Mike. Mike is here and holding me like I’m his own child.
“It’s okay, Dylan,” he whispers, and cradles my head to his shoulder. “Jesus, if I could just… It’s okay.”
Julia squeezes his arm. “Take him outside. El never liked these places anyway. Let him do his grieving in the open air.”
But you did like churches, I want to tell her. Not fake clinical pretend places like this. Not factories for processing the dead. You told me once you never believed in God, not even when you were little, but you loved the houses worshippers had built for Him.People say Art is about truth, you told me,but that’s bullshit. Truth is dull and frightening and soul-destroying. Art is about the wonderful lies we tell ourselves so that we can bear to live with the truth. Churches are like that. Beautiful, hideous lies.
I don’t know how Mike gets us out of the chapel. One minute I’m making this inhuman sound over your body and the next we’re under the awning where the hearses wait. I go limp. Mike has to catch me and hold me up. Because I’ve just understood something and it’s taken the last of my strength away.
I am never ever going to see you again.
You’re gone, El. Officially gone. And it’s about time I started.
I turn to Mike. “Will you do something for me?”
He nods without hesitation. “Anything. You know that.”
“Then help me find the person who rescued me,” I say. “Because I need to ask them one important question.”
“What question?”
I shake my head. “Why did they leave him to die?”
Mike removes his black baseball cap and rubs a hand across a smooth, hairless scalp. I’m an idiot. I should have realized what he’d done as soon as I saw the cap. Mike has hated hats ever since World Book Day in Year Seven when Jessie Atkins laughed at the diamanté-studded cowboy hat Carol had bought him. Mike had come as this hard-as-nails gunslinger from these old Wild West novels he read with his dad. He was so proud, and then Jessie started laughing and pointing and calling him “Brokeback Berrington”. The name stuck for a whole term and that was the end of Mike’s love affair with both hats and reading.
“I know.” He shrugs. “How hard am I rocking this look?”
“Pretty frickin’ hard.” I nod.
“So I finally took El’s advice,” he says. “Shaved off the lot. It was getting really patchy and gross-looking anyway. Do you think he’d approve?”

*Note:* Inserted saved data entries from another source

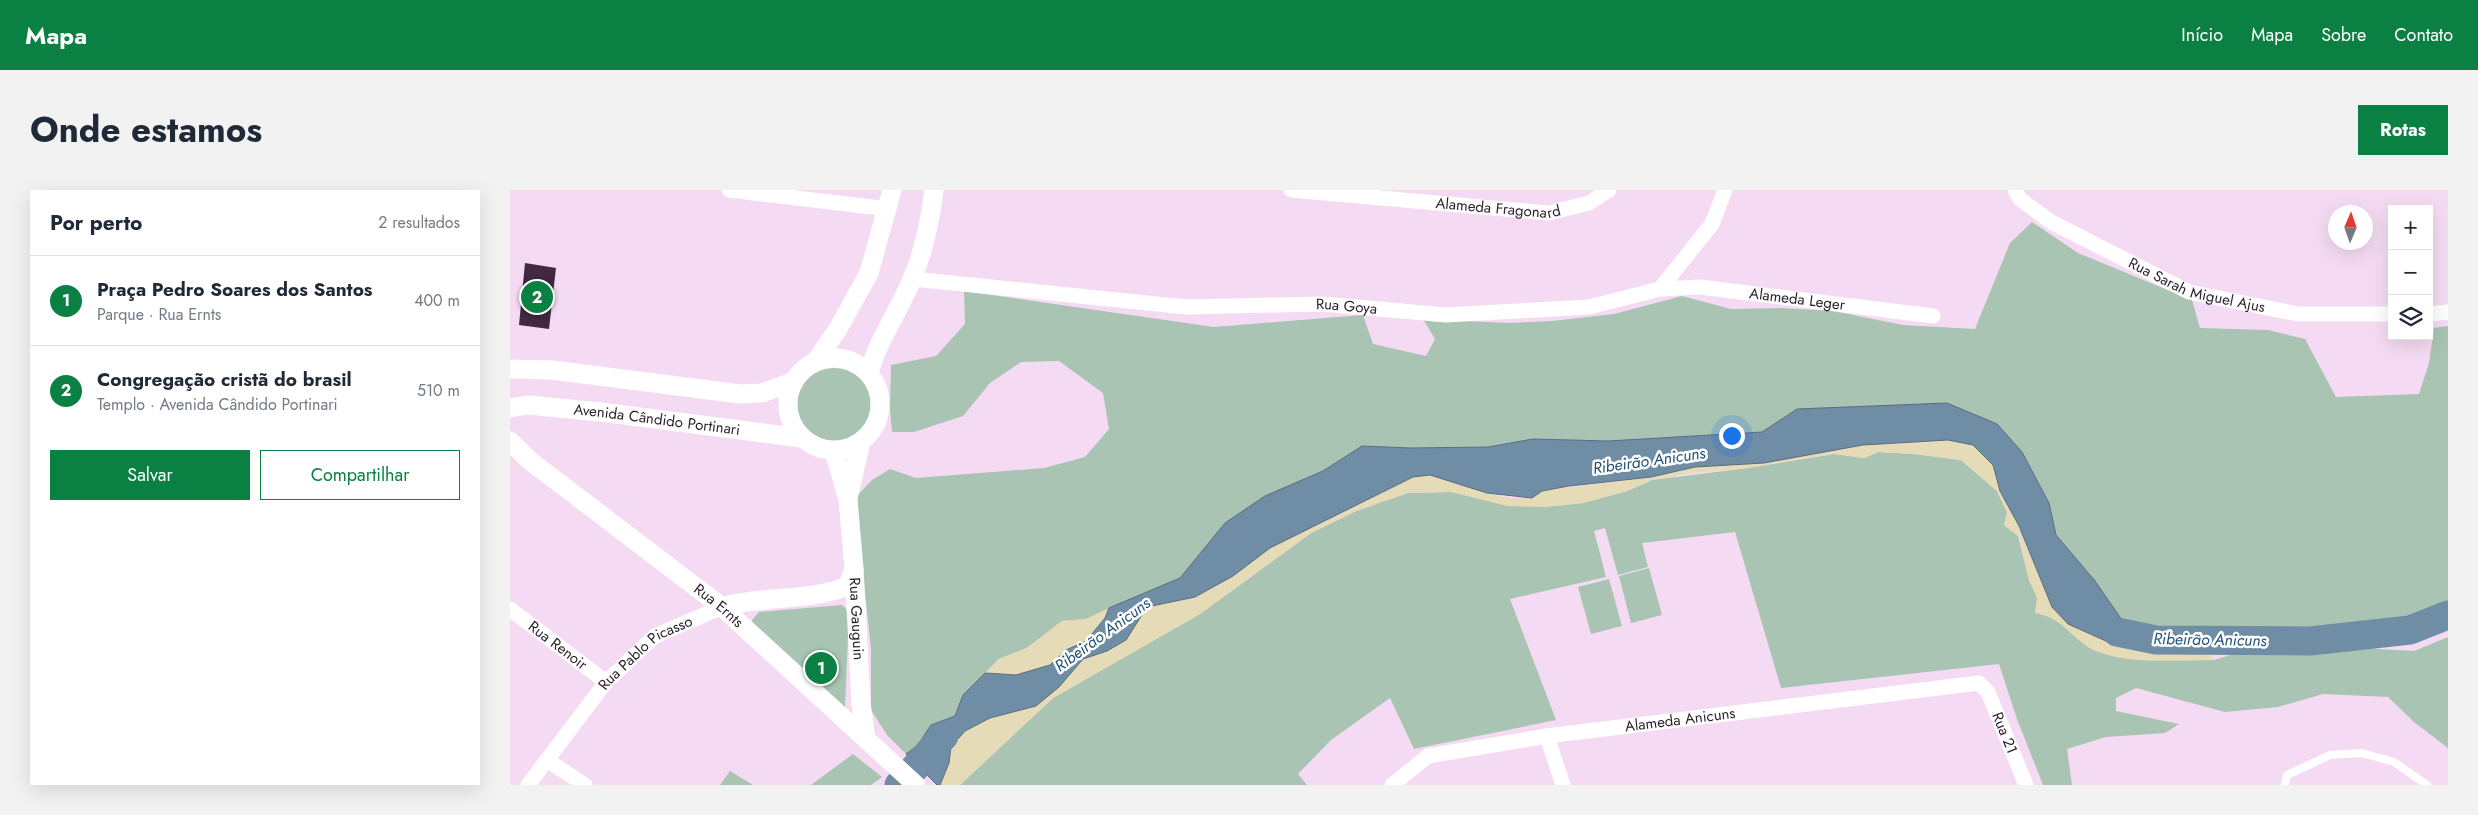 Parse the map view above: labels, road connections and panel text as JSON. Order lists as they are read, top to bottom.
{
  "streets": {
    "street": [
      "Alameda Fragonard",
      "Rua Sarah Miguel Ajus",
      "Alameda Leger",
      "Rua Goya",
      "Avenida Cândido Portinari",
      "Rua Ernts",
      "Rua Gauguin",
      "Rua Renoir",
      "Rua Pablo Picasso",
      "Alameda Anicuns",
      "Rua 21"
    ]
  },
  "crossings": [
    ["Alameda Leger", "Rua Goya"],
    ["Avenida Cândido Portinari", "Rua Gauguin"],
    ["Rua Ernts", "Rua Gauguin"],
    ["Rua Ernts", "Rua Pablo Picasso"],
    ["Rua Gauguin", "Rua Pablo Picasso"],
    ["Rua Renoir", "Rua Pablo Picasso"],
    ["Alameda Anicuns", "Rua 21"]
  ],
  "water": ["Ribeirão Anicuns"],
  "north": "top",
  "page": {
    "header": "Mapa",
    "nav": [
      "Início",
      "Mapa",
      "Sobre",
      "Contato"
    ],
    "title": "Onde estamos",
    "buttons": [
      "Rotas",
      ["Salvar", "Compartilhar"]
    ],
    "heading": ["Por perto", "2 resultados"],
    "map_buttons": ["+", "−"],
    "list": [
      {
        "mark": "1",
        "name": "Praça Pedro Soares dos Santos",
        "note": "Parque · Rua Ernts",
        "value": "400 m"
      },
      {
        "mark": "2",
        "name": "Congregação cristã do brasil",
        "note": "Templo · Avenida Cândido Portinari",
        "value": "510 m"
      }
    ],
    "pins": ["2", "1"]
  }
}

Mike had the most amazing hair before this fuckstorm of horribleness hit him. Honestly, girls used to ogle those thick curly locks from the other side of the canteen.

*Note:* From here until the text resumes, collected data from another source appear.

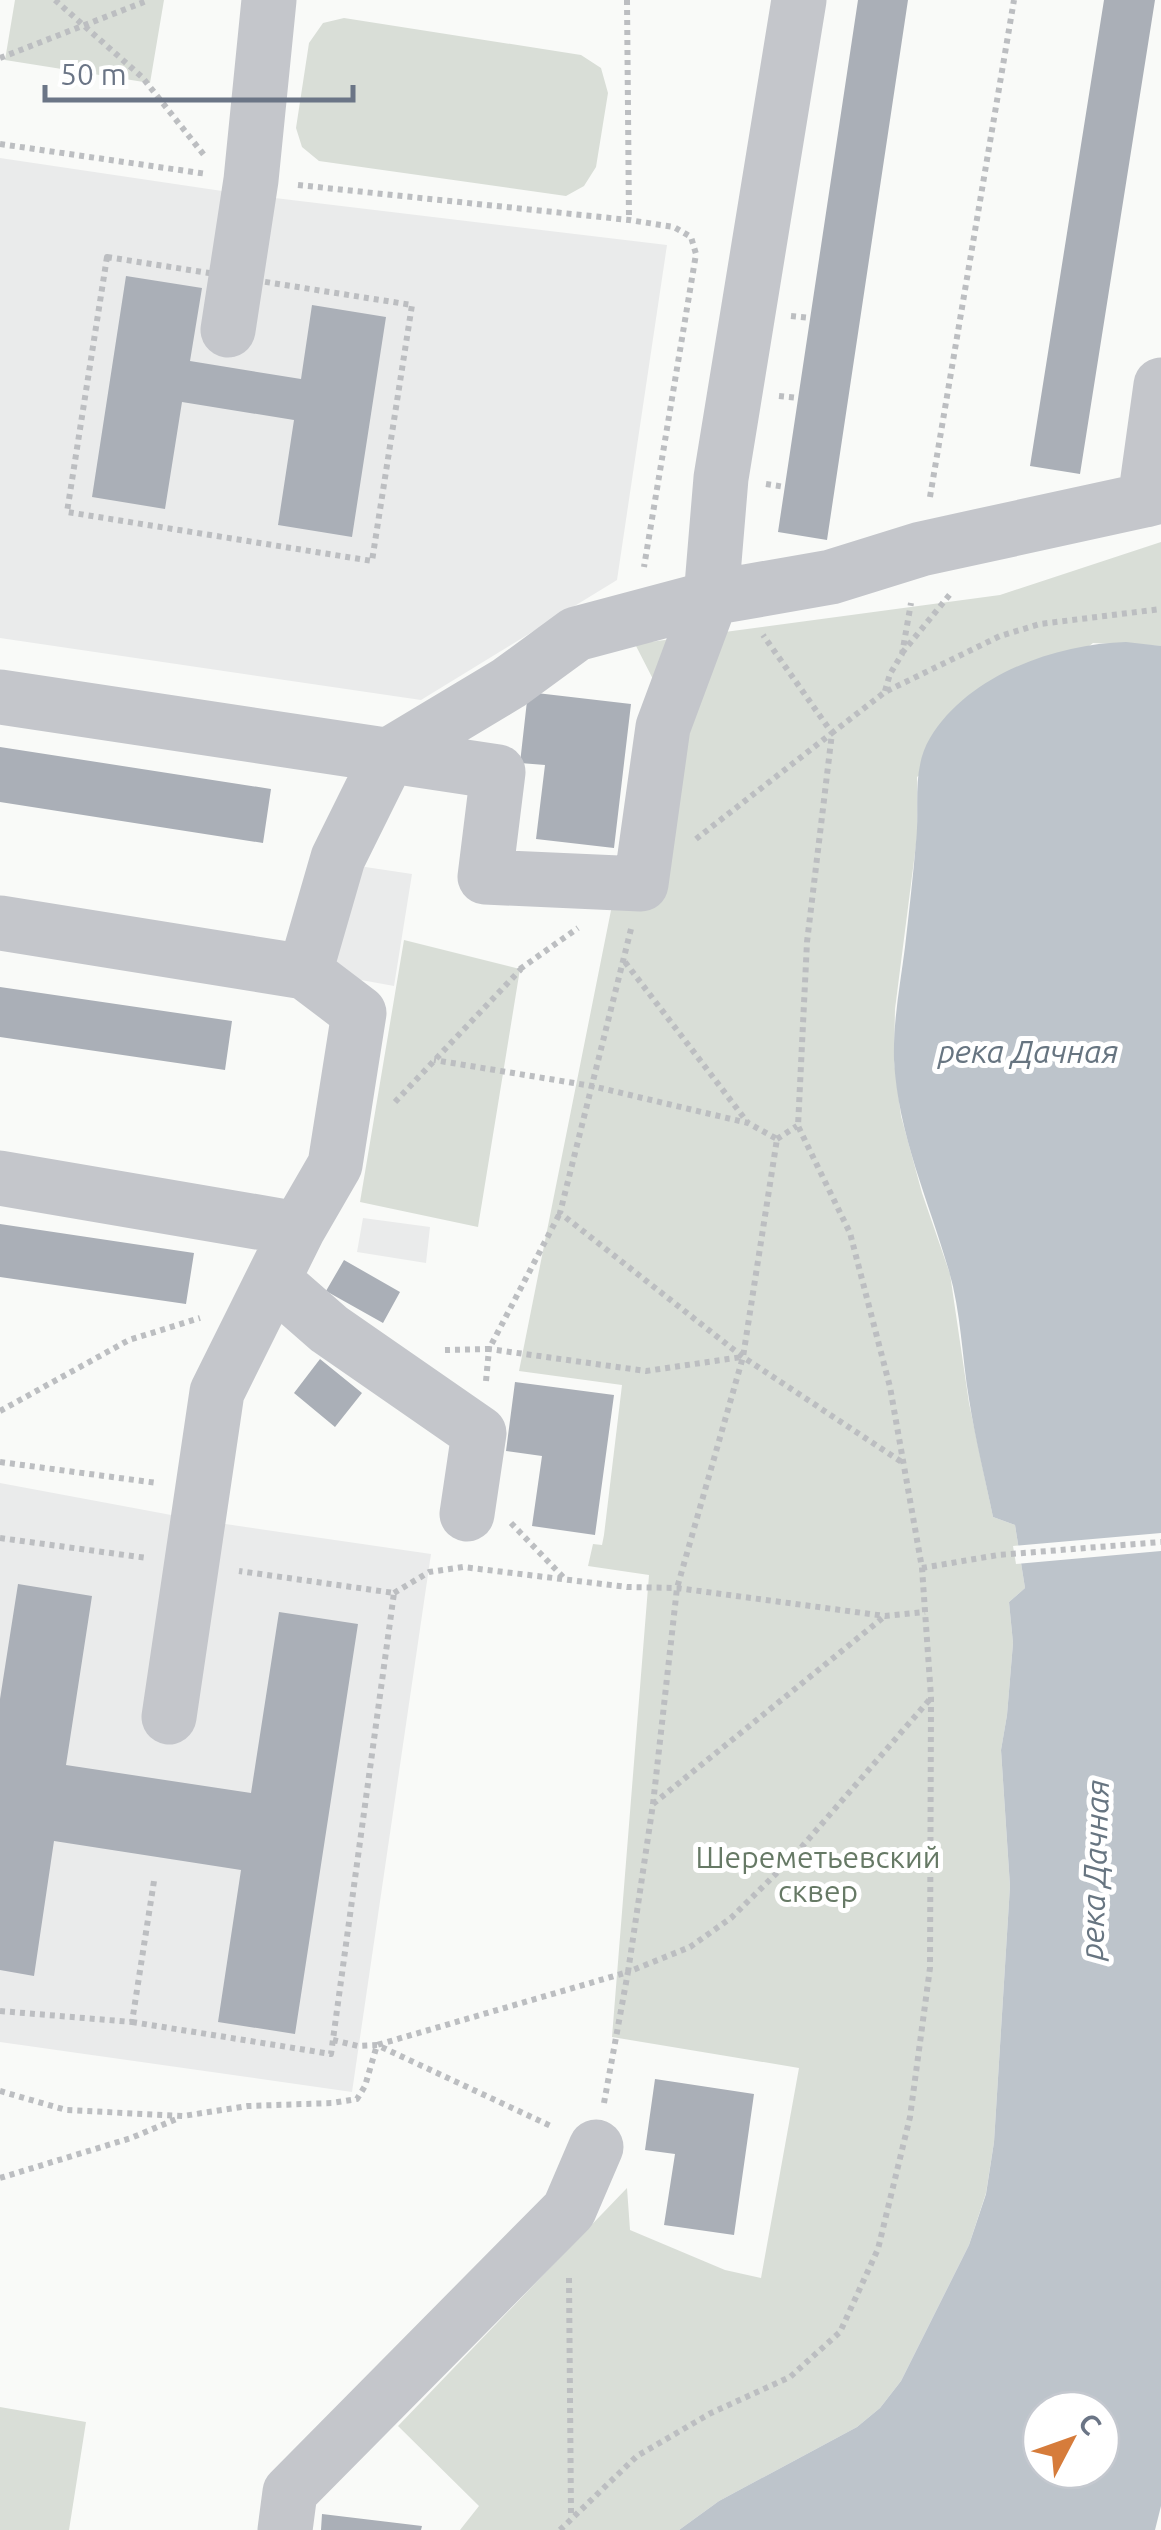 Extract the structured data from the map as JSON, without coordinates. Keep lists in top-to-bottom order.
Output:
{
  "water": ["река Дачная"],
  "parks": ["Шереметьевский сквер"],
  "scale_bar": "50 m",
  "north": "top right"
}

“I think El would love it,” I say. “It makes your eyes really stand out somehow. I never realized before how blue they are.”
He seems pleased with this. We’re sitting on a bench in an area of the crematorium called The Garden of Tranquillity. I guess it lives up to its name. There are these long avenues with arches of trailing flowers, pink and purple and white trumpets, and the air smells of honeysuckle.
“All right,” he says, “so do you want to tell me what’s going on?”
But suddenly I’m not ready. Saying what I need to say to Mike might reveal things about me that I’m not sure I want revealed. It has to be done, I know, but I need a moment. I press my hands between my knees and lower my gaze. “How’re you doing, Mike?”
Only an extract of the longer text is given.